Sunday, September 7, 2008

Teaching history

A colleague asked about a curriculum for Jewish history in grade 7. Here’s what I wrote:

I think that the most important thing is for any history that you teach to mesh with what the students learn in secular school, which varies from state to state. If it doesn’t connect with the general history that they’re learning it will be much harder to teach and the students will retain less.

Several years ago at CAJE, Prof. Paula Hyman argued that American history was the best way to introduce Jewish history. That has been my experience in New England and New York, where we've found it productive to teach Jewish history in America in the fifth grade.
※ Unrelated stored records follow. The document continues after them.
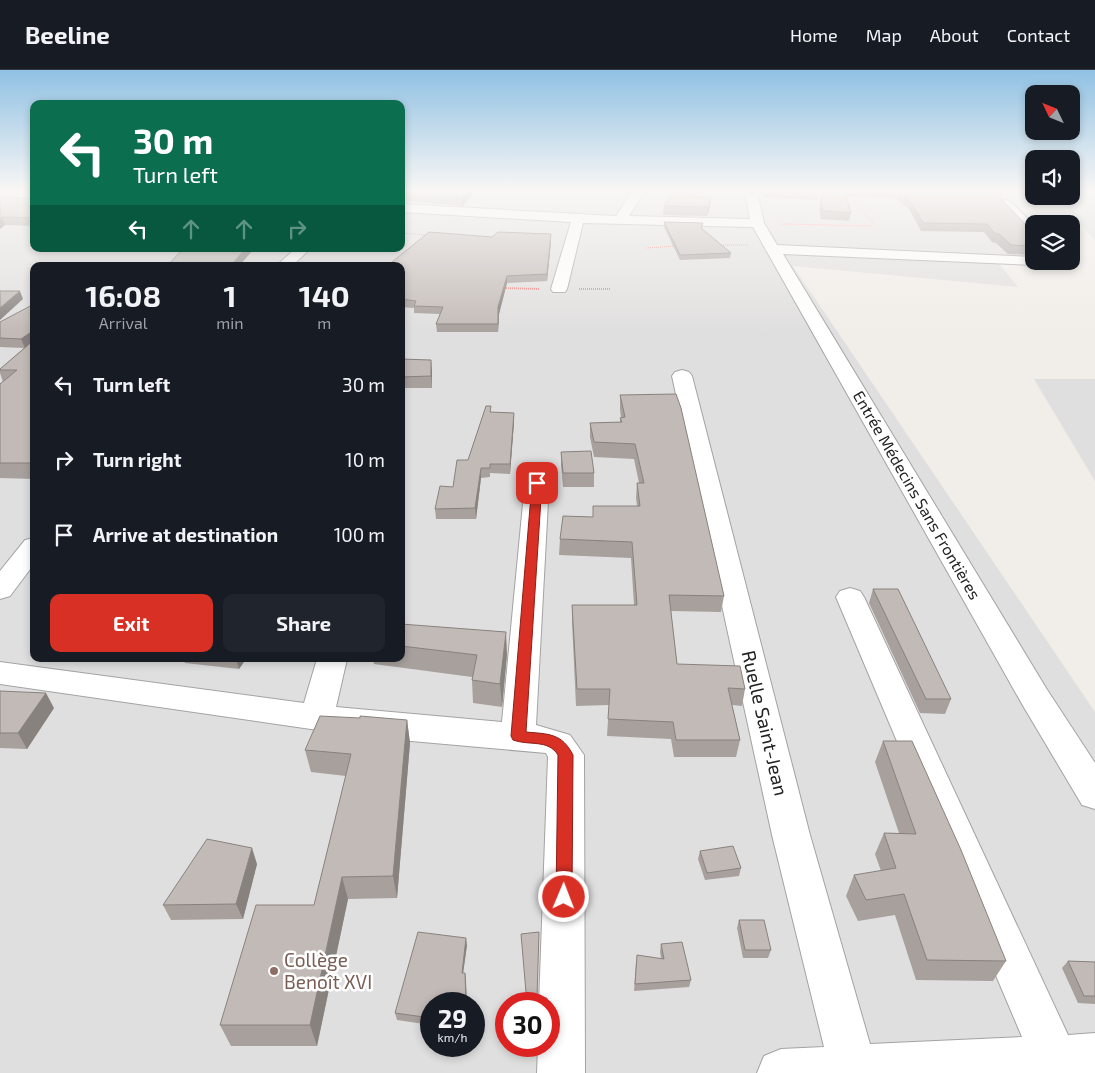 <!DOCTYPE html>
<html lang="en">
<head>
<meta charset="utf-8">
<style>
  :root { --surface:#171b24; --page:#20242c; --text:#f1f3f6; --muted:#9ea1a6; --line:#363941; --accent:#d93025 }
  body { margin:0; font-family:"Exo 2",sans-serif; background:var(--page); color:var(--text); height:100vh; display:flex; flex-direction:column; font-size:19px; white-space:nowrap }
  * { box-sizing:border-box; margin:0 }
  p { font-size:16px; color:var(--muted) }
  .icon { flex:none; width:28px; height:28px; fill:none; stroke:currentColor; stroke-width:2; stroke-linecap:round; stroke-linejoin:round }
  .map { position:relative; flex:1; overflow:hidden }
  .panel { position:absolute; left:30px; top:192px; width:375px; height:400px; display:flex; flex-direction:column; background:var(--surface); border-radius:10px; box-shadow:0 2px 8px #0003 }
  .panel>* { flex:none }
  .banner { position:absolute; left:30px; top:30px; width:375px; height:152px; border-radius:10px; box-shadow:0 2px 8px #0003; background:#0b6e4f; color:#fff; overflow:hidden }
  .needle { width:32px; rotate:313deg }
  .fabs { position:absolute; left:1025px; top:15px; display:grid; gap:10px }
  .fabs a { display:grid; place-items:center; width:55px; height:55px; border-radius:10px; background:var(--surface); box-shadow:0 2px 8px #0003; font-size:25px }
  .speed { position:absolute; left:420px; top:922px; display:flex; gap:10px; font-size:25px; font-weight:700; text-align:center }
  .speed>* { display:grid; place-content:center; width:65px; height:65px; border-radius:50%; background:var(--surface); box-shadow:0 2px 8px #0003; line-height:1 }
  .speed small { font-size:12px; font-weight:400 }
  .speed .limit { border:8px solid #d22; background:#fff; color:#111 }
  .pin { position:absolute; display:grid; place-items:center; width:42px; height:42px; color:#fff; margin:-21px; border-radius:10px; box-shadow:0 2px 8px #0006 }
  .me { position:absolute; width:55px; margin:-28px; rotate:1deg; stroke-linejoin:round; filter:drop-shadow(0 0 4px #0008) }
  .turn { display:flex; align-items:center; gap:18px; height:105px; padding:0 20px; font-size:22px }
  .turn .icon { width:65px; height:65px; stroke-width:2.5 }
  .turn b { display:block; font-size:35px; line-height:42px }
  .lanes { display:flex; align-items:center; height:48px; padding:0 20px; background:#0003; justify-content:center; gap:25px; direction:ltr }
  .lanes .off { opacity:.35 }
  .eta { display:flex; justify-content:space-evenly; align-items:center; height:85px; text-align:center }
  .eta b { font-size:30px; font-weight:700; line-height:35px }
  .primary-button { display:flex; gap:10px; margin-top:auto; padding:10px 20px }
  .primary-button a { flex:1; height:58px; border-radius:10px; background:var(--accent); color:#fff; font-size:20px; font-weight:700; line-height:58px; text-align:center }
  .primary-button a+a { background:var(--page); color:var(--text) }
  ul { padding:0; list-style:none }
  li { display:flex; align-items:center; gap:15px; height:75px; padding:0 20px }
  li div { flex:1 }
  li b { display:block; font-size:19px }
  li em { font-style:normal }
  header { display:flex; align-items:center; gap:30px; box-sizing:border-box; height:70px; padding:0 25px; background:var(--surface); border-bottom:1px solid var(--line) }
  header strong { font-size:24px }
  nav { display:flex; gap:28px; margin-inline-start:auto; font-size:18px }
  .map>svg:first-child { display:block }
</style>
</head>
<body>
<header>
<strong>Beeline</strong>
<nav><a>Home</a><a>Map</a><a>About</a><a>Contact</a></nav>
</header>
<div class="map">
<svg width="1095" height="1003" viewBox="0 0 1095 1003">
  <rect width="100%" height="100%" fill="#f1eee9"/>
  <g fill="#e0dfdf" fill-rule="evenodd">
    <path d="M 0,122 L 34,122 L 34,179 L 401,179 L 401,122 L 1004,122 L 1036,154 L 1034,154 L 1034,191 L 1071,191 L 1071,188 L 1078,195 L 997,191 L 1018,217 L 793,196 L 1095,642 L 1095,1003 L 0,1003 ZM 34,196 L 401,196 L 401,589 L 34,589 ZM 431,934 L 474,934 L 474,976 L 431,976 ZM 506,934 L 549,934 L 549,976 L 506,976 Z"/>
    <polygon points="1071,122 1095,122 1095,171 1058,126 1071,126"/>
    <polygon points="1034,309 1095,309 1095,411"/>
  </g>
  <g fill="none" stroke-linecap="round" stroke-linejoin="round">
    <g stroke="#a3a3a3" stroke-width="2">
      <g id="minor">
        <polygon points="0,122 9,122 15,129 13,132 9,133 0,129"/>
        <polygon points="632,122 644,122 629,146 750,149 745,122 757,122 764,153 777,175 1034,187 1034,191 1041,191 1034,195 783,184 1046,618 1095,693 1095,739 1082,735 1022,634 753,157 583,153 567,219 565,222 553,222 551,219 571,152 401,142 401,134 616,146"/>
        <polygon points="1006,130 1010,131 1034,155 1034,167 1029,166 1002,137 1000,134 1002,131"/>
        <polygon points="295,179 310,179 292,196 276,196"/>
        <polygon points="682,300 689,302 692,306 810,765 870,974 1022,967 836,527 840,521 850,518 860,521 864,527 1068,965 1095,963 1095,1003 757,1003 764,986 781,979 824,977 772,765 672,306 675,302"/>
        <polygon points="537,406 545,408 549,413 536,655 570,665 584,685 585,1003 537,1003 538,976 549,976 549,934 539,934 548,687 546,683 366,667 0,614 0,592 304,633 317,589 347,589 336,637 502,652 525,413 529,408"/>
        <polygon points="34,468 34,494 10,526 0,529 0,501 25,470"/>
      </g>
    </g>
    <g stroke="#f37c78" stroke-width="1" stroke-dasharray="1 1" stroke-linecap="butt">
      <polyline points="780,154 871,156 873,153 847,122"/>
      <polyline points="401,163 428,165"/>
      <polyline points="717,175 748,175"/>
      <polyline points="646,178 676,176"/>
    </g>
    <g stroke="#f37c78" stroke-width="2" stroke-dasharray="1 1" stroke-linecap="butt">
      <polyline points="502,218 540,219"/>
      <polyline points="579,219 611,219"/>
    </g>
    <use href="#minor" fill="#fff" fill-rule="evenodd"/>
  </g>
  <g fill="#a7a09d">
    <polygon points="401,122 475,122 462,136 401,130"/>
    <polygon points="761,122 818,122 817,130 762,127"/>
    <polygon points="822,122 1002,122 1001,128 1003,131 1030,159 1034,159 1034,185 1008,184 996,173 992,172 984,162 921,161 909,139 896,128 846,126 851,143 849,151 821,149 819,138"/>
    <polygon points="34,125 34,156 5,155 0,159 0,126 31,129"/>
    <polygon points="664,136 710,137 707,146 663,145"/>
    <polygon points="664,152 703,153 702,159 731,183 730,188 680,190 664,157"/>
    <polygon points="551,171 547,211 507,213 499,244 498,262 437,262 436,254 440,244 414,243 414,238 401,237 401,196"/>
    <polygon points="34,234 34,409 0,408 0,314 3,312 0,303 0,299 24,278 0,277 0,252"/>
    <polygon points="401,289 432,301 432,318 401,318"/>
    <polygon points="620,325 724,526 721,542 671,541 677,594 745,619 742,636 732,635 740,670 736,687 674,687 671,669 607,666 609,635 576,636 572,552 572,535 634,535 631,488 559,485 560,469 593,447 593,436 637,436 636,428 637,413 639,413 634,389 594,387 590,367 590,353 620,352 620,348 621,348 620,339"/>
    <polygon points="491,342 514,352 510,404 490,403 490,407 481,408 476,449 436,449 435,439 453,417 468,390"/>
    <polygon points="561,382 594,403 594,417 563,417 561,395"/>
    <polygon points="873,519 951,629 945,644 920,643 869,533"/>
    <polygon points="401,554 507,584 502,637 473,633 472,610 472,607 374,594 373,589 401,589"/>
    <polygon points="183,589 246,589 239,599 185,593"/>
    <polygon points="0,621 54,638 27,679 0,678"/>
    <polygon points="360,648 407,650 410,673 397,828 348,829 317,976 231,976 220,955 314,835 346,706 311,702 305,680"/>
    <polygon points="883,671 1006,891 993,911 916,910 895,845 858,851 846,826 854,805 881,801 875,784 884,763 899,763 875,692"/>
    <polygon points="700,781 741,798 739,806 705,810 698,789"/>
    <polygon points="257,794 243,849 171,850 163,835"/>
    <polygon points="739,850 771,880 768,888 743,888 737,858"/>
    <polygon points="661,874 691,910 689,917 634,921 636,893 661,888 660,882"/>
    <polygon points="467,875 463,903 465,903 466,910 431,934 431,955 397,950 395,943"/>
    <polygon points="1068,891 1095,892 1095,934 1078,933 1062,898"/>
  </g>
  <g fill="#88827f">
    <polygon points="468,122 475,122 462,136 462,128"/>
    <polygon points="711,128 710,137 707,146 708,137"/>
    <polygon points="2,147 5,155 0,159 0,149"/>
    <polygon points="551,164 551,171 547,211 547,204"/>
    <polygon points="245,179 254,179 239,196 232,196 232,194"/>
    <polygon points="507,206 507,213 499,244 498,262 498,237"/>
    <polygon points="20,221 23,229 0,250 0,238"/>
    <polygon points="34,260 34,272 25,278 21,269"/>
    <polygon points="431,290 432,301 432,318 431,306"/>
    <polygon points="514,343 514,352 510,404 510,394"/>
    <polygon points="34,389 34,403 30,393"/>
    <polygon points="481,398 481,408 476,449 475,438"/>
    <polygon points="506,562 507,584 502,637 500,614"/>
    <polygon points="236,589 246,589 239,599"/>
    <polygon points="46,623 54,638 27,679 18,663"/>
    <polygon points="407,650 410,673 397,828 393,806"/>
    <polygon points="252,778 257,794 243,849 236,834"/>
    <polygon points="342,807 348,829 317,976 310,955"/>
    <polygon points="466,868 467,875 462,911 462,903"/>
    <polygon points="465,903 466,910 467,934 466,934"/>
  </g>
  <g fill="#c2bab6" stroke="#88827f">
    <polygon points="401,122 468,122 462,128"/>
    <polygon points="822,122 845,122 851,143 823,141 821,131"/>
    <polygon points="900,122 1002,122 1001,128 1003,131 1030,159 1034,159 1034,176 1011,175 999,164 995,164 987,154 923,153 911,132"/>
    <polygon points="672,123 711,128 708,137 664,136"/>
    <polygon points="33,125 34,148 2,147 0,149 0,126 31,129"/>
    <polygon points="664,152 703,153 701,158 731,183 680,185"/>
    <polygon points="429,162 492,167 498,162 551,164 547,204 507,206 498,237 498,254 436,254 443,237 414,236 416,231 401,229 401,196 387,196"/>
    <polygon points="183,179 245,179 232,194 235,194 233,196 167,196"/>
    <polygon points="0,221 20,221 0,238"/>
    <polygon points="34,234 34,260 21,269 0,268 0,252"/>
    <polygon points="34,270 34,389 30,393 0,393 0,314 17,300 0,300 0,299"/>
    <polygon points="401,289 431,290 431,306 401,307"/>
    <polygon points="676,324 681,338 724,526 669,525 677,594 740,596 745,619 728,618 740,670 676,670 673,652 608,649 610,619 577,619 572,535 637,535 632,472 560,469 563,446 593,447 593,436 640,436 637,413 644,413 635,374 594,372 590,353 622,352 620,348 625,347 620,325"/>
    <polygon points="486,336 491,336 490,342 514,343 510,394 490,394 490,398 481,398 475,438 435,439 440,416 453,417 457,390 468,390"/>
    <polygon points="591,381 594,403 563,403 561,382"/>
    <polygon points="873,519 898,519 951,629 926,629"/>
    <polygon points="401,554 506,562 500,614 472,610 477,585 401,576"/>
    <polygon points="0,621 46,623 18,663 0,663"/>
    <polygon points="320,646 360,648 360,646 407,650 393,806 342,807 310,955 220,955 256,835 314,835 351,684 305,680"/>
    <polygon points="883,671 912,671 961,780 1006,891 927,890 904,824 866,830 854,805 896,798 884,763 916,764"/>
    <polygon points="207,769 252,778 236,834 163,835"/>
    <polygon points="733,776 741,798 707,803 700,781"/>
    <polygon points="739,850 764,850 771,880 745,880"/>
    <polygon points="418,862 466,868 462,903 465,903 466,934 431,934 431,948 395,943"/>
    <polygon points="539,862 537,927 539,928 547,928 547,934 527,934 521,864"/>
    <polygon points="682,872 691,910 635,914 637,885 664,889 661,874"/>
    <polygon points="1068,891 1095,892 1095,926 1084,926"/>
  </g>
  <linearGradient id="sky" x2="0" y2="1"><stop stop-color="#90c1e3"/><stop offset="0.46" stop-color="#f9f7f5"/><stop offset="1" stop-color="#f9f7f5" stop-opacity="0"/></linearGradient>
  <rect width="1095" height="263" fill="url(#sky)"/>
  <path fill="#d93025" stroke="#8d1f18" d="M 537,410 L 542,413 L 526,662 C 548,664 562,663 573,685 L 572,827 L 570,833 L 564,835 L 558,833 L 556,827 L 558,685 C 548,669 530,676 513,670 L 511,666 L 532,413 Z"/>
  <circle fill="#8d6e63" stroke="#fff" stroke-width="2" cx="274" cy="901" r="5"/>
  <g text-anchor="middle" stroke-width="5" stroke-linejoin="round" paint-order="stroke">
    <g font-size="16" fill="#222" stroke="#fff">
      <text transform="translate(917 425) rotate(60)" y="6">Entrée Médecins Sans Frontières</text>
    </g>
    <g font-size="19" fill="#222" stroke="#fff">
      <text transform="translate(765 653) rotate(77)" y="7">Ruelle Saint-Jean</text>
    </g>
    <g font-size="19" fill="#785e54" stroke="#fff" text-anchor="start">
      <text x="284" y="897">Collège<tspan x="284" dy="22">Benoît XVI</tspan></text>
    </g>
  </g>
</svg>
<div class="fabs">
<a><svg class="needle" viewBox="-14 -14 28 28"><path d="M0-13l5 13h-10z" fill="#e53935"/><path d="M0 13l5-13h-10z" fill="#9ea1a6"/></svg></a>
<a><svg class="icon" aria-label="sound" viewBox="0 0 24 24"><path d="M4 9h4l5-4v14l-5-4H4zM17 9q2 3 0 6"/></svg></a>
<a><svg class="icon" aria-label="layers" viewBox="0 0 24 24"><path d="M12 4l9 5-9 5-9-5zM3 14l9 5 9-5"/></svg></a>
</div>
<div class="speed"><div>29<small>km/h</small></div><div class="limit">30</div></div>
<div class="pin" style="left:537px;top:413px;background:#d93025"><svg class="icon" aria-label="arrive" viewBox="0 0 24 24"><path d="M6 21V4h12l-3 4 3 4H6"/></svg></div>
<svg class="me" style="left:564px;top:827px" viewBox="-20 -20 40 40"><circle r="17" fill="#d93025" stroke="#fff" stroke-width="3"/><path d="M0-11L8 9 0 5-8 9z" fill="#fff"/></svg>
<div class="banner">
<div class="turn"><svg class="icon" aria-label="left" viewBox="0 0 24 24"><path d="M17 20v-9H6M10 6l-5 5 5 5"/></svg><div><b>30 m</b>Turn left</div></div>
<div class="lanes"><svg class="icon" aria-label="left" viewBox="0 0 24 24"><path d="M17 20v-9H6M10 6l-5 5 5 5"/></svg><svg class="icon off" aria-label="ahead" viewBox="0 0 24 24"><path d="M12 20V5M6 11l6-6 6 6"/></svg><svg class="icon off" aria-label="ahead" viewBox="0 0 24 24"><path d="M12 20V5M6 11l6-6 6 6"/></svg><svg class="icon off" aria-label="right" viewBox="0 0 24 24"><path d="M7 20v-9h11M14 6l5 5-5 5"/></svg></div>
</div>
<section class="panel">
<div class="eta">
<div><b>16:08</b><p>Arrival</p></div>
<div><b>1</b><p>min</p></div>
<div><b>140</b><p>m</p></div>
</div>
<ul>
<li><svg class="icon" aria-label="left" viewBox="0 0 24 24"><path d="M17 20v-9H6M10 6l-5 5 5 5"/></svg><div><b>Turn left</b></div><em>30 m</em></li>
<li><svg class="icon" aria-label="right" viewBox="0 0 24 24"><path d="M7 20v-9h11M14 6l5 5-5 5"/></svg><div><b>Turn right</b></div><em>10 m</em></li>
<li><svg class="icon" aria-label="arrive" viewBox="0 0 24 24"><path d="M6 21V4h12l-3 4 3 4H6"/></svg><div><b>Arrive at destination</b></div><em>100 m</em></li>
</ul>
<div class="primary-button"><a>Exit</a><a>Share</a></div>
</section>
</div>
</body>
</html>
Here in New York, it connects very well with the state history curriculum since it begins in 1654 in New Amsterdam.

However, when I worked in Los Angeles, I found that it didn’t connect as well, because students there learned the history of the United States from a California point of view, starting with the Spanish missions, not Jamestown and the Pilgrims.

Anyway, for the seventh grade, we’ve had good results using The Atlas of Great Jewish Communities by Sondra Leiman (URJ Press - we also use Leiman’s American Jewish history book in the fifth grade). Most of our students get an introduction to world history in the sixth grade in public school. Although Leiman’s book is arguably a history text, its approach is more generally social studies, emphasizing the lives of the people in each community, the leaders who are remembered (it’s exceptionally good in representation of women) and, where applicable, the texts from those communities that we still study.

Our schedule also calls for 7th-graders to study tefillah and religious living on the weekday. On Sunday, the world Jewish history/social studies component is about 1/3 of the total work (students attend for 3 hours on Sundays).